The first step in performing emergency cardiovascular care is assessing patients to determine if he or she is breathing and has a pulse. This is extremely important because performing CPR on a patient that doesn’t need it can be extremely dangerous. Emergency medical personnel are trained to assess patients in the field quickly, and this step shouldn’t take more than a few seconds. CPR is best performed by someone who knows the technique, but in emergencies, any effort is better than no effort.
If a patient’s heart has stopped beating and CPR is not working, emergency medical personnel may use a defibrillator to shock the heart back into rhythm. It is imperative that no one is touching the patient during defibrillation, which is why the person using the device yells “clear” as an indication to others to stand away. Compressions are usually performed immediately after the shock is delivered. Some patients may require more than one cycle of defibrillation and CPR.

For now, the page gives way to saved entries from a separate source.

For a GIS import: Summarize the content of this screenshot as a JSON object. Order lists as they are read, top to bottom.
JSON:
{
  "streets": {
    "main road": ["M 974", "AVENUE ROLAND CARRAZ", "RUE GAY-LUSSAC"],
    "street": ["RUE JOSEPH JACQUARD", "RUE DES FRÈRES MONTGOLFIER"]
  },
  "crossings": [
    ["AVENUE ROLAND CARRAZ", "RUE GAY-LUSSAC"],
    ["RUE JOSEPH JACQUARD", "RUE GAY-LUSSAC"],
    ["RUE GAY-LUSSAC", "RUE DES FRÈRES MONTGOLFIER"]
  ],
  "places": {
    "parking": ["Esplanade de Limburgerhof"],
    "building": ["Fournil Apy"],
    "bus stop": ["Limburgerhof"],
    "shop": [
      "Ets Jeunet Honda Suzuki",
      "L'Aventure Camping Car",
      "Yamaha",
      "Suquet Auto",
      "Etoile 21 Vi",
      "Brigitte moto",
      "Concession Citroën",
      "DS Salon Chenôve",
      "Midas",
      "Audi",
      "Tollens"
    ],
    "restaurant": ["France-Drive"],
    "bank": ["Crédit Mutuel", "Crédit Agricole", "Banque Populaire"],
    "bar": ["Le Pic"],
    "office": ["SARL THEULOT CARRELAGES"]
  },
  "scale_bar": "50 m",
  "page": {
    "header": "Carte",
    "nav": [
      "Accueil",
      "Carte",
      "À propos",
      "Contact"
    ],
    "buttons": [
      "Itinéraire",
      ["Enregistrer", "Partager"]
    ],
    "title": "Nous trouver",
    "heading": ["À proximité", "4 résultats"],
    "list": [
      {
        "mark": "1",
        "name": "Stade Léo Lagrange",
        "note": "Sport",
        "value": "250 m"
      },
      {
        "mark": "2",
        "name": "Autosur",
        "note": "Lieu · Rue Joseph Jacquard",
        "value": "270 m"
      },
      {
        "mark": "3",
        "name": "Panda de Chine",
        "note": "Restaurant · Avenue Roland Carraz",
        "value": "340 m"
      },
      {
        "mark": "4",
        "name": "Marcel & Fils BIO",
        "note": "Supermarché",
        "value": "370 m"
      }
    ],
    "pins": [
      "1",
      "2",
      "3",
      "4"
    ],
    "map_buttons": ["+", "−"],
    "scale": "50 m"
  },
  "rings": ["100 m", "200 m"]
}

Once the patient’s heart is beating again, further emergency cardiovascular care may include use of intravenous fluids or medications to keep the patient stable until further medical care can be given. Medications are also used to control an erratic heartbeat or to stop or slow down the progression of a heart attack. There are numerous different types of emergency cardiovascular medications, and the treating physician will determine the best one for the patient’s needs.
Rescuing a person from choking is another part of emergency cardiovascular care, as choking indicates compromised airways. The most common procedure is the Heimlich, a procedure designed to force the obstruction from the airways. This procedure can cause damage to the ribs and is best performed by someone who knows how to do it. In other cases of airway constriction, oxygen delivery devices may be needed to help the patient breathe.